* _YOUR ASSIGNMENT_
Taking the listing below, restate word for word each line from the line with "I am building" to the line with "Annotation task. Extract", ends included, and stop there.

* _EXERCISE MATERIAL_
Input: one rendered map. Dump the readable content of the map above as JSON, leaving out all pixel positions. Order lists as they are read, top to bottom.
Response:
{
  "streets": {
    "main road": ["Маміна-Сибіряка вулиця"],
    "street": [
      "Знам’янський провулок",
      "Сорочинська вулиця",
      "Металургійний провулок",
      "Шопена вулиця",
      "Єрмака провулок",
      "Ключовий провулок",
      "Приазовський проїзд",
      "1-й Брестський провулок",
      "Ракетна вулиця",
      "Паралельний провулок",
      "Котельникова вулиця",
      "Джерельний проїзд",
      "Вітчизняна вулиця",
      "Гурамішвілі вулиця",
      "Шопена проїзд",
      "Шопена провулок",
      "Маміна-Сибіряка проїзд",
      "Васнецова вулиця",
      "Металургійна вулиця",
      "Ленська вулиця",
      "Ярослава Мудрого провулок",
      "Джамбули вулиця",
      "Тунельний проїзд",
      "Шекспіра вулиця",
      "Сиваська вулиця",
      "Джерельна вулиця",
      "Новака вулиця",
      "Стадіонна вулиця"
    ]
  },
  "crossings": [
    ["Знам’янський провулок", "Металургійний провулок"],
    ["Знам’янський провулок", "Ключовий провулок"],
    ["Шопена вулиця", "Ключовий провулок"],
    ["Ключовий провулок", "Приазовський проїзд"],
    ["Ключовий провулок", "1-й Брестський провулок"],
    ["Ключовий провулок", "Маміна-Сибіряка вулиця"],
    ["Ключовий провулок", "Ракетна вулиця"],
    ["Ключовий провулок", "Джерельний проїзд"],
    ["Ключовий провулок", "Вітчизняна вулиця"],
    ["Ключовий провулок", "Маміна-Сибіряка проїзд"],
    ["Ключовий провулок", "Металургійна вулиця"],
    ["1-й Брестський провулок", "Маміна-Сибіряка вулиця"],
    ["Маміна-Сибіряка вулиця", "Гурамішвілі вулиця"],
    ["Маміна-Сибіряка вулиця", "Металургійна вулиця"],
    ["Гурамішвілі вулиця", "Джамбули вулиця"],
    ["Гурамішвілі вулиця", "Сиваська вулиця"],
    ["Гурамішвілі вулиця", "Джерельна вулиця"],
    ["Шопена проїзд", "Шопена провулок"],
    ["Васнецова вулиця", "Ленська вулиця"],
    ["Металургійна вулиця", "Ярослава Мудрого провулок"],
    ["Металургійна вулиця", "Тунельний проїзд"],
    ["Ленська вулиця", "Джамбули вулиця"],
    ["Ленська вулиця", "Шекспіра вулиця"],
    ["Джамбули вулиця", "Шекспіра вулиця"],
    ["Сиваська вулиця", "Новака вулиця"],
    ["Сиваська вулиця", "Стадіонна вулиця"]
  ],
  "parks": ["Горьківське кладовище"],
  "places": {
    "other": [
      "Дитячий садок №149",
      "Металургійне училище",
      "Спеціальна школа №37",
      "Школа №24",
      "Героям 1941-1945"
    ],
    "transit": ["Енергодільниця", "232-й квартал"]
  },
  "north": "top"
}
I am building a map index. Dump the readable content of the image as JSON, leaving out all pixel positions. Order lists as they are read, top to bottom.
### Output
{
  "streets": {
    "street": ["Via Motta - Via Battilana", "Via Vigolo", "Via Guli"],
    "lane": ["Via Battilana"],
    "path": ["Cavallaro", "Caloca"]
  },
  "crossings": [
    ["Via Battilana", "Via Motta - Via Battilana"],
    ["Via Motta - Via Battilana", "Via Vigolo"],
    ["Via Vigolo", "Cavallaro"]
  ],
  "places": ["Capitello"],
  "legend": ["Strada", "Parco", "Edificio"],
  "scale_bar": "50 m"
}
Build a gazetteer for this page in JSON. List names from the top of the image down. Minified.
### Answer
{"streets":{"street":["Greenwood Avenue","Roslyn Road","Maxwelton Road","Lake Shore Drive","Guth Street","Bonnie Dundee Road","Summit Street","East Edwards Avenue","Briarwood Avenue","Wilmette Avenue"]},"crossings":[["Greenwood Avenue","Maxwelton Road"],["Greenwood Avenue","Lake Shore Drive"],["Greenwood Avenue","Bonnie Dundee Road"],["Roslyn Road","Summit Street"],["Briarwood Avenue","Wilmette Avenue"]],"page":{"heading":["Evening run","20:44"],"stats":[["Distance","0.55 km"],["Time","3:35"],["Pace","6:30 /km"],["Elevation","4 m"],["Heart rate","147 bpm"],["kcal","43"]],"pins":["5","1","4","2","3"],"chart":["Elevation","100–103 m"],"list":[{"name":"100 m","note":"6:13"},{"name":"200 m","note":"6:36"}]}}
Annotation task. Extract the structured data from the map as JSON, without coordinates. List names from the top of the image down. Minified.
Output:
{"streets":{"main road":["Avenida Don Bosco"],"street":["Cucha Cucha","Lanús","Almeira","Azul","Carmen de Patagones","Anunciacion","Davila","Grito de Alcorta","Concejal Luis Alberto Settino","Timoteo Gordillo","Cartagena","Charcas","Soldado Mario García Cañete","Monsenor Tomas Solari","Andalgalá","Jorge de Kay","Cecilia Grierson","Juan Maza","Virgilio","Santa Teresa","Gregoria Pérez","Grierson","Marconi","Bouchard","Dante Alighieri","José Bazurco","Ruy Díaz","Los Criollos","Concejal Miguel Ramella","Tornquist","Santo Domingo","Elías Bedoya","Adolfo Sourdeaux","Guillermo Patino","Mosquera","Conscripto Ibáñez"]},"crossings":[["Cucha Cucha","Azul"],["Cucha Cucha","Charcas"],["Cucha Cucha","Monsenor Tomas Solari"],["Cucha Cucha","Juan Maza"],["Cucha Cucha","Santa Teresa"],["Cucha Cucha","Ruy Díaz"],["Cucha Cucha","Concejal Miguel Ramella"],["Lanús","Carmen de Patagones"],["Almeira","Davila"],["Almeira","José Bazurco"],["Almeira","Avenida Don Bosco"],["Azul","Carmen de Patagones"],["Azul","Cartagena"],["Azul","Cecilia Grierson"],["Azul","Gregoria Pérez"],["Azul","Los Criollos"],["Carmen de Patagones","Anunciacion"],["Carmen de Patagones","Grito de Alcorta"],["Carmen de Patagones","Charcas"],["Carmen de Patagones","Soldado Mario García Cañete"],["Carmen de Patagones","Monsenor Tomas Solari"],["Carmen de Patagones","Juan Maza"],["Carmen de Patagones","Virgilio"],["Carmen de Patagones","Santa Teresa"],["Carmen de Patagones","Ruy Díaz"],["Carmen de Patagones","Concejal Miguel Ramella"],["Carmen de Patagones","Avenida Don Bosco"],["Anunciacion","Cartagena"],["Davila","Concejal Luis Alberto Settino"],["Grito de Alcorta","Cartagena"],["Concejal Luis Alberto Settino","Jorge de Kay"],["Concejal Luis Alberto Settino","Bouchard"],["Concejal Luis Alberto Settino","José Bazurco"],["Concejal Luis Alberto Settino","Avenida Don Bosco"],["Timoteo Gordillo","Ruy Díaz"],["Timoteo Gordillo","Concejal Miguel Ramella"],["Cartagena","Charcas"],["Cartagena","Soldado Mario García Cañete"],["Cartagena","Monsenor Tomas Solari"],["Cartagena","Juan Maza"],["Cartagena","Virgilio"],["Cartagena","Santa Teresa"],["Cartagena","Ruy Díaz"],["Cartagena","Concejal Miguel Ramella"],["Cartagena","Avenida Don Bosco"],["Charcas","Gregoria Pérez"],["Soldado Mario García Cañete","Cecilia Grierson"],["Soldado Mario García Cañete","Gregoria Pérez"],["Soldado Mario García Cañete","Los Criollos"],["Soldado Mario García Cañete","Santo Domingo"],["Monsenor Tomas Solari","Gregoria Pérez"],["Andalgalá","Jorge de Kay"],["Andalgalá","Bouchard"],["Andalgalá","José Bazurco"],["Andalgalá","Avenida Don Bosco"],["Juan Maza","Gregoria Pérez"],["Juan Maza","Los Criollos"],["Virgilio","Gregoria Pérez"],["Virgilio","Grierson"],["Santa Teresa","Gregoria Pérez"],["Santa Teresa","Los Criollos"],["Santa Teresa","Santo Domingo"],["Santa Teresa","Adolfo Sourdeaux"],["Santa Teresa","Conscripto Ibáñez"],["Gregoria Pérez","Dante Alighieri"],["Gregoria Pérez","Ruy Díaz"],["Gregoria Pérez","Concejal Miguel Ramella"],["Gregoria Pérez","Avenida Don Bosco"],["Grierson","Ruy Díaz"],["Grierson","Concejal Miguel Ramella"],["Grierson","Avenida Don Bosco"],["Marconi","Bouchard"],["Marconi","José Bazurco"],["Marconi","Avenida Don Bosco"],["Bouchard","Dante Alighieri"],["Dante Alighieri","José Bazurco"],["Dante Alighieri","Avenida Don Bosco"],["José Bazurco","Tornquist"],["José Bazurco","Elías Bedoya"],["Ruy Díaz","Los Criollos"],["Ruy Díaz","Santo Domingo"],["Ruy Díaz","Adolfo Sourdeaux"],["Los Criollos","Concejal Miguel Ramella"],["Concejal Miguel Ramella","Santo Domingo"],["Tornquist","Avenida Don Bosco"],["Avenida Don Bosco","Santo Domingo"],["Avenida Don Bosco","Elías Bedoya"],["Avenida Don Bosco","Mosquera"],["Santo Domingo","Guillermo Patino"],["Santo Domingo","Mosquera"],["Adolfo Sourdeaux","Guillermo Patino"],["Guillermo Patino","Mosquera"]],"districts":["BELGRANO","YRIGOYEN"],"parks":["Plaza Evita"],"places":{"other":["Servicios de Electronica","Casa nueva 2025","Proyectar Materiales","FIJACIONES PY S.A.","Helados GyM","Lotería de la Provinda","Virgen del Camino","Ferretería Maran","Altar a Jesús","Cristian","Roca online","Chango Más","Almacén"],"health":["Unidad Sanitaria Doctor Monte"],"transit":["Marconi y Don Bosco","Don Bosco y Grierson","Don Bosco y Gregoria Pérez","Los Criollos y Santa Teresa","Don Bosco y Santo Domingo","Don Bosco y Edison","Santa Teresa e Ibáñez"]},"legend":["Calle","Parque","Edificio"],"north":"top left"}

* _SOLUTION FOR THIS PROBLEM_
I am building a map index. Dump the readable content of the image as JSON, leaving out all pixel positions. Order lists as they are read, top to bottom.
### Output
{
  "streets": {
    "street": ["Via Motta - Via Battilana", "Via Vigolo", "Via Guli"],
    "lane": ["Via Battilana"],
    "path": ["Cavallaro", "Caloca"]
  },
  "crossings": [
    ["Via Battilana", "Via Motta - Via Battilana"],
    ["Via Motta - Via Battilana", "Via Vigolo"],
    ["Via Vigolo", "Cavallaro"]
  ],
  "places": ["Capitello"],
  "legend": ["Strada", "Parco", "Edificio"],
  "scale_bar": "50 m"
}
Build a gazetteer for this page in JSON. List names from the top of the image down. Minified.
### Answer
{"streets":{"street":["Greenwood Avenue","Roslyn Road","Maxwelton Road","Lake Shore Drive","Guth Street","Bonnie Dundee Road","Summit Street","East Edwards Avenue","Briarwood Avenue","Wilmette Avenue"]},"crossings":[["Greenwood Avenue","Maxwelton Road"],["Greenwood Avenue","Lake Shore Drive"],["Greenwood Avenue","Bonnie Dundee Road"],["Roslyn Road","Summit Street"],["Briarwood Avenue","Wilmette Avenue"]],"page":{"heading":["Evening run","20:44"],"stats":[["Distance","0.55 km"],["Time","3:35"],["Pace","6:30 /km"],["Elevation","4 m"],["Heart rate","147 bpm"],["kcal","43"]],"pins":["5","1","4","2","3"],"chart":["Elevation","100–103 m"],"list":[{"name":"100 m","note":"6:13"},{"name":"200 m","note":"6:36"}]}}
Annotation task. Extract the structured data from the map as JSON, without coordinates. List names from the top of the image down. Minified.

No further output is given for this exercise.